Холокост: вещи. Репрезентация Холокоста в польской и польско-еврейской культуре - Божена Шеллкросс
Шрифт:
Интервал:
Произведения Боровского – это прежде всего свидетельство того, что заключенные, чтобы выжить в Аушвице, были вынуждены забыть все, чему они научились и во что верили в течение всей своей долагерной жизни. Страх, голод, изматывающий труд и абсолютное овеществление личности составляли la condition humaine всех узников Аушвица, превратившихся в живые объекты, существующие в мире, лишенном спонтанности и духовности даже в самых элементарных формах [Werner 1971: 81]. Фактически Вернер повторяет, что узники Аушвица представляли собой «сообщество объектов»[224]. Как дегуманизированные объекты, узники жили своей неживой жизнью, сведенной исключительно к телесным функциям. Их также насильно «учили» принимать правила грубо обесцененной экономики обмена: поскольку незаконная торговля товарами никогда не обеспечивала достаточного уровня жизненных потребностей, заключенные в поисках пропитания и нужных вещей были вынуждены рыться в отбросах и горах мусора[225].

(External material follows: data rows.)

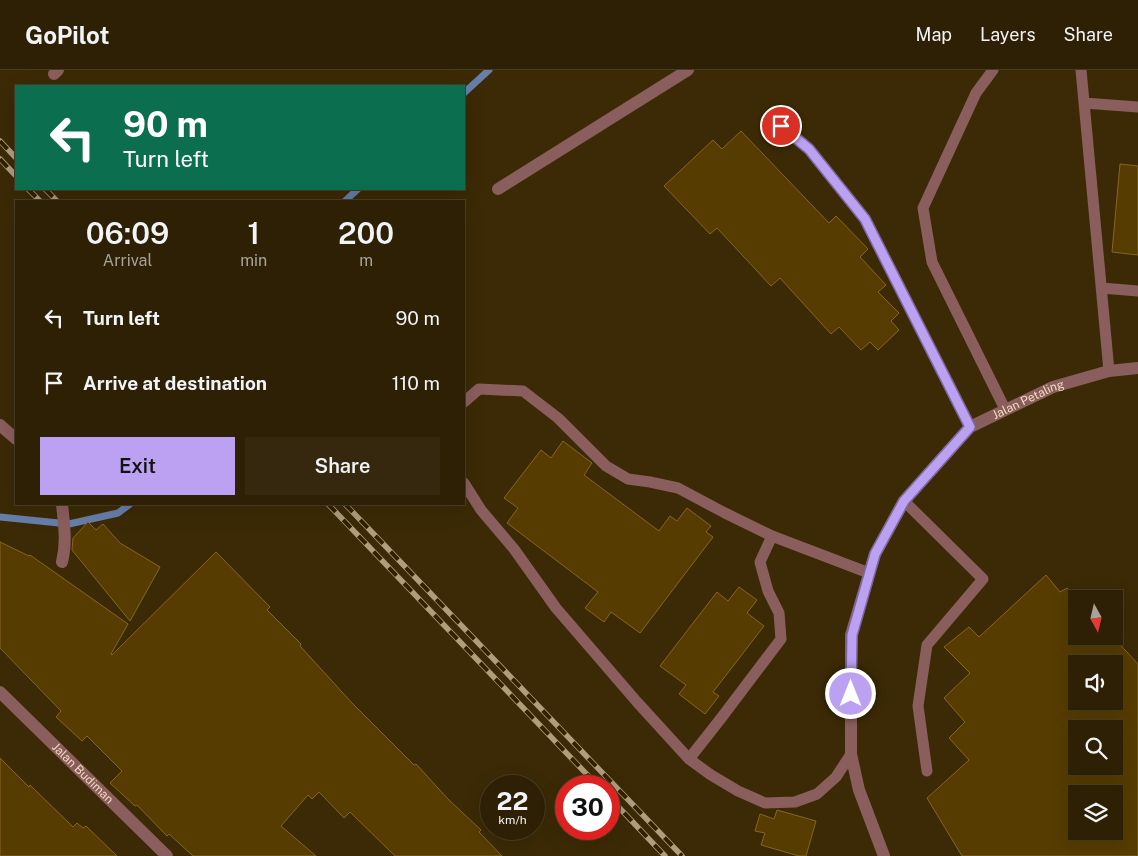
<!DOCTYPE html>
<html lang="en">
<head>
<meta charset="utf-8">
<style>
	:root { --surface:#2d2004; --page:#35280e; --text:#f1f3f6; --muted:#a7a39a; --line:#483e26; --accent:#bca0f2 }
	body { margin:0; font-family:"Public Sans",sans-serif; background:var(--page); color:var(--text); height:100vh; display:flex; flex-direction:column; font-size:19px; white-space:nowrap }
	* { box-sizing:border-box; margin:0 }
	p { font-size:16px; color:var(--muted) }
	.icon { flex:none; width:28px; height:28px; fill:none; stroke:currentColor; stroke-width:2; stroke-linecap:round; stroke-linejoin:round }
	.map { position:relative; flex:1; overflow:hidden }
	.drawer { position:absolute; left:15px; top:130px; width:450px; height:305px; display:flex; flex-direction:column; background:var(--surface); border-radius:0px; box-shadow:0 5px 20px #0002,0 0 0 1px var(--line) }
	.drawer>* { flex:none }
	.hud { position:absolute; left:15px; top:15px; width:450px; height:105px; border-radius:0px; box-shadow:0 5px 20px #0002,0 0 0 1px var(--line); background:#0b6e4f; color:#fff; overflow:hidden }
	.needle { width:32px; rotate:172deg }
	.controls { position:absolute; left:1068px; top:520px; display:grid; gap:10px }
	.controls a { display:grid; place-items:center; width:55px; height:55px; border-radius:0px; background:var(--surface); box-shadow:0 5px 20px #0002,0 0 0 1px var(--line); font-size:25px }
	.speed { position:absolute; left:480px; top:705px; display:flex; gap:10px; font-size:25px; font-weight:700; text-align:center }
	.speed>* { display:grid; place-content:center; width:65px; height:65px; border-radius:50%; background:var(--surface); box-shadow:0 5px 20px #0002,0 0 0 1px var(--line); line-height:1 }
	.speed small { font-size:12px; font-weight:400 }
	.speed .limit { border:8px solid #d22; background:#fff; color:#111 }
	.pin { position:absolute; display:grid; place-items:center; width:42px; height:42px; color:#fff; margin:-21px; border:2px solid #fff; border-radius:50%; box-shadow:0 1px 5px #0007 }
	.me { position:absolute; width:55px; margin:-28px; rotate:0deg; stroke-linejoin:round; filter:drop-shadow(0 0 4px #0008) }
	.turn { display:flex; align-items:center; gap:18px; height:105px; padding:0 25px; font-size:22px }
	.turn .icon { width:65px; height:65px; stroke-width:2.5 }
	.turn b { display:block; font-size:35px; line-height:42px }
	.eta { display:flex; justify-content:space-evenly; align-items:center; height:85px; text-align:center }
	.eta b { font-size:30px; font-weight:600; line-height:35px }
	.cta { display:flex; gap:10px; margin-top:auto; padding:10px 25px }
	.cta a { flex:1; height:58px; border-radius:0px; background:var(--accent); color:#111; font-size:20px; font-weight:600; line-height:58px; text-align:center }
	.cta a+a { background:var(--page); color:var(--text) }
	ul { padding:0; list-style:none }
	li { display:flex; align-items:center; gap:15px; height:65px; padding:0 25px }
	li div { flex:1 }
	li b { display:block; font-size:19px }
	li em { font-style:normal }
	header { display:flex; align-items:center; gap:30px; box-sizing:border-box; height:70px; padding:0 25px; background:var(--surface); border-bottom:1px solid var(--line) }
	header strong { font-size:24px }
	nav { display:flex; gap:28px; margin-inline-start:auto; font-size:18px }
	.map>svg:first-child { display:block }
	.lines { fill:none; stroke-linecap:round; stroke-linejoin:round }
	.stream { stroke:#667ea9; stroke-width:7 }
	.building { fill:#563c00; stroke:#876523; fill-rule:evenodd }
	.service { stroke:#8a5e5d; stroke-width:11 }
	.minor { stroke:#8a5e5d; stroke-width:12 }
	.rail-casing { stroke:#af9d7c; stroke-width:5.5 }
	.rail { stroke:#322000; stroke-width:4; stroke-dasharray:11; stroke-linecap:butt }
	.route-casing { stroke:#7a689d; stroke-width:12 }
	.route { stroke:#bca0f2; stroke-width:9 }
	.labels { text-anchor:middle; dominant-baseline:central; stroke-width:5; stroke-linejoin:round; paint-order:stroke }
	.street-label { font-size:12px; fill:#efdcbd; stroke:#322000 }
</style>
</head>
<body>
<header>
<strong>GoPilot</strong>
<nav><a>Map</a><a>Layers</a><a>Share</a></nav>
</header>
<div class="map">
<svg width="1138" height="786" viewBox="0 0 1138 786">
	<rect width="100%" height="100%" fill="#3c2a06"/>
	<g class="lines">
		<path class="stream" d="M 464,23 L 489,0
			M 345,131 L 358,119
			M 0,447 L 69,454 L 118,443 L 130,434"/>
	</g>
	<path class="building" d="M 741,61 L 829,153 L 836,146 L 868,179 L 860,187 L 886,215 L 878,222 L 899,243 L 891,251 L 899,260 L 878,280 L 870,272 L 861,280 L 839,257 L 831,264 L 780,208 L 771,216 L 717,158 L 710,164 L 664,116 L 713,70 L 722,79 Z
		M 1120,94 L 1138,96 L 1138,185 L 1112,182 Z
		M 563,371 L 592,393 L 584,405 L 659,461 L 670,446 L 677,451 L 687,438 L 711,456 L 706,462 L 713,467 L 640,563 L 611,542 L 604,552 L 585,538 L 598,522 L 507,453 L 518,438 L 504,428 L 541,380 L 551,388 Z
		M 88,452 L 96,460 L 103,454 L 120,473 L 160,497 L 130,551 L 72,480 L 73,468 Z
		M 0,472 L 29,486 L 30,485 L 128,554 L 111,584 L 112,585 L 216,482 L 270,537 L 267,540 L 301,574 L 300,576 L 352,633 L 414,695 L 416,694 L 448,729 L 481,760 L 479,762 L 502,786 L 395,786 L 350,742 L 344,748 L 319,722 L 312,729 L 308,725 L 281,756 L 316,786 L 193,786 L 169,764 L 167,766 L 137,735 L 135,736 L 110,713 L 122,701 L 87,666 L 82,671 L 56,647 L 61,641 L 0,578 Z
		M 1046,505 L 1060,522 L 1067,518 L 1076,528 L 1076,566 L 1112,566 L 1138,594 L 1138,786 L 962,786 L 927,728 L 969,690 L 949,668 L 965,652 L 944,628 L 970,603 L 944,577 L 969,557 L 979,567 ZM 1076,594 L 1114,594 L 1114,631 L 1076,631 ZM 1076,659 L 1114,659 L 1114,696 L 1076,696 ZM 1076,724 L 1114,724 L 1114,761 L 1076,761 Z
		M 739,517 L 757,530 L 747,543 L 764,556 L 713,622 L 719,626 L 705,644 L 679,624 L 686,615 L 660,596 L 717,522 L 728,531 Z
		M 0,688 L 29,717 L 30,715 L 73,757 L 77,753 L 83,758 L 86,756 L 117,786 L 0,786 Z
		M 777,740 L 816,751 L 806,786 L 799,786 L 761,775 L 765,763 L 755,761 L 760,744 L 774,749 Z"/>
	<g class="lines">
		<path class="service" d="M 993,0 L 976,23 L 923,138 L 932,192 L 1005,339
			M 1081,0 L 1109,301
			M 1084,33 L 1138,37
			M 781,55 L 809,79 L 865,149 L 970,357
			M 1102,218 L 1138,221
			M 464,332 L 479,319 L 523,321 L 558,348 L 606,396 L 628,409 L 650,412 L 678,418 L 725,443 L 772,466 L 869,503
			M 464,413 L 481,440 L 514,479 L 556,538 L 637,632 L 689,689 L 711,705 L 738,721 L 765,733 L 795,732 L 817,724 L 836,707 L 851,684
			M 904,431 L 983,509 L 927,575 L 918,636 L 927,701
			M 689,689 L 722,647 L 781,569 L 779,543 L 768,521 L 760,492 L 772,466"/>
		<g class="minor">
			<path d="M 54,4 L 58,0"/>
			<path d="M 498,119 L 688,0"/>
			<path d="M 0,355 L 16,369"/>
			<path d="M 62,434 C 64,454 67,472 62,492"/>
			<path id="s1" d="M 0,622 L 167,786"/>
			<path id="s2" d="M 884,786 L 859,720 L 851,684 L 851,565 L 875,484 L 904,431 L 970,357 L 1053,317 L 1109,301 L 1138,298"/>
		</g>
		<defs>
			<path id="rail" d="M 0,71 L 16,88
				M 0,89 L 16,106
				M 28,119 L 40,131
				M 45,119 L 57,131
				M 328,434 L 598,716
				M 345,434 L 682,786
				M 609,727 L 665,786"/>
		</defs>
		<use href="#rail" class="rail-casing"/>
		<use href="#rail" class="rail"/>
	</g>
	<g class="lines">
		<defs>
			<path id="route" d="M 781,56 L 809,79 L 865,149 L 970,357 L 904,431 L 875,484 L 852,565 L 851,624"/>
		</defs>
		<use href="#route" class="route-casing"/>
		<use href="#route" class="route"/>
	</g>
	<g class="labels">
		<g class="street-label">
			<text stroke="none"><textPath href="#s2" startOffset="535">Jalan Petaling</textPath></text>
			<text stroke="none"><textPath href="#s1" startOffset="116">Jalan Budiman</textPath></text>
		</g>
	</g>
</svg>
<div class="controls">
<a><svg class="needle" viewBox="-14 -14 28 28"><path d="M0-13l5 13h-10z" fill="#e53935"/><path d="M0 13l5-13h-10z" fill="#a7a39a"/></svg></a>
<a><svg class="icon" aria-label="sound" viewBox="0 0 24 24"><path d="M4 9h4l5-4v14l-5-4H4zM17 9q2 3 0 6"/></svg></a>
<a><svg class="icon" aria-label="search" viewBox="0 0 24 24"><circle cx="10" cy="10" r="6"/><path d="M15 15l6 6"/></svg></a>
<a><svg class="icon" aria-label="layers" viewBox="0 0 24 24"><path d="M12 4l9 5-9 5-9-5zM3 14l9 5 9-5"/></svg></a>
</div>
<div class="speed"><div>22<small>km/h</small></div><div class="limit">30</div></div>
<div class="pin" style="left:781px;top:56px;background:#d93025"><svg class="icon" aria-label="arrive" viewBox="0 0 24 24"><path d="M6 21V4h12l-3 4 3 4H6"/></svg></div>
<svg class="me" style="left:851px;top:624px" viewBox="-20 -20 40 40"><circle r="17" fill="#bca0f2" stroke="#fff" stroke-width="3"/><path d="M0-11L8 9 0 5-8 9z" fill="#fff"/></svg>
<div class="hud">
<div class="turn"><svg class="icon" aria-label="left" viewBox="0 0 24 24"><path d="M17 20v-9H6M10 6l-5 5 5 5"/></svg><div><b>90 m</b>Turn left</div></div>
</div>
<section class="drawer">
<div class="eta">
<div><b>06:09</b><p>Arrival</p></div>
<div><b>1</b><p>min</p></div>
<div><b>200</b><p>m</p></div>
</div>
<ul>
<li><svg class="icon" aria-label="left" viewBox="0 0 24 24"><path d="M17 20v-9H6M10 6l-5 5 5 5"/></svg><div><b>Turn left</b></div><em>90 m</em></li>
<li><svg class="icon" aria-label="arrive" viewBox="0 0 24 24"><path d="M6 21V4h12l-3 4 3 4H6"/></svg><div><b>Arrive at destination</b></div><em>110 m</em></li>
</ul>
<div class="cta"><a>Exit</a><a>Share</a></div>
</section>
</div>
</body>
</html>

Логика лагеря предусматривала сопоставление награбленных товаров, хранящихся в соседних бараках, и жизней заключенных.
Единообразно онтологизированные Боровским материальный мир и мир овеществленных заключенных были параллельны друг другу и подчинены одним и тем же репрезентативным шаблонам. Насыщенность и тревожность прозы Боровского обусловлены тем, что он задействует и преодолевает все существующие модели репрезентации объекта Холокоста. Эта многообразная знаковость часто проявляется в одном репрезентативном эпизоде или в ярком образе. Рассмотрим, например, следующий отрывок из рассказа «U nas w Auschwitzu» («У нас в Аушвице»):
Заболеешь – все отберут: одежду, шапку, недозволенное кашне, носовой платок. Умрешь – вырвут у тебя золотые зубы, заранее записанные в лагерной книге. Сожгут, пеплом посыплют поля или будут осушать пруды. Правда, при сжигании переводят столько жира, столько костей, столько мяса, столько тепла! Но в других местах делают из людей мыло, из человеческой кожи – абажуры, из костей – украшения[226] [Боровский 1989: 114].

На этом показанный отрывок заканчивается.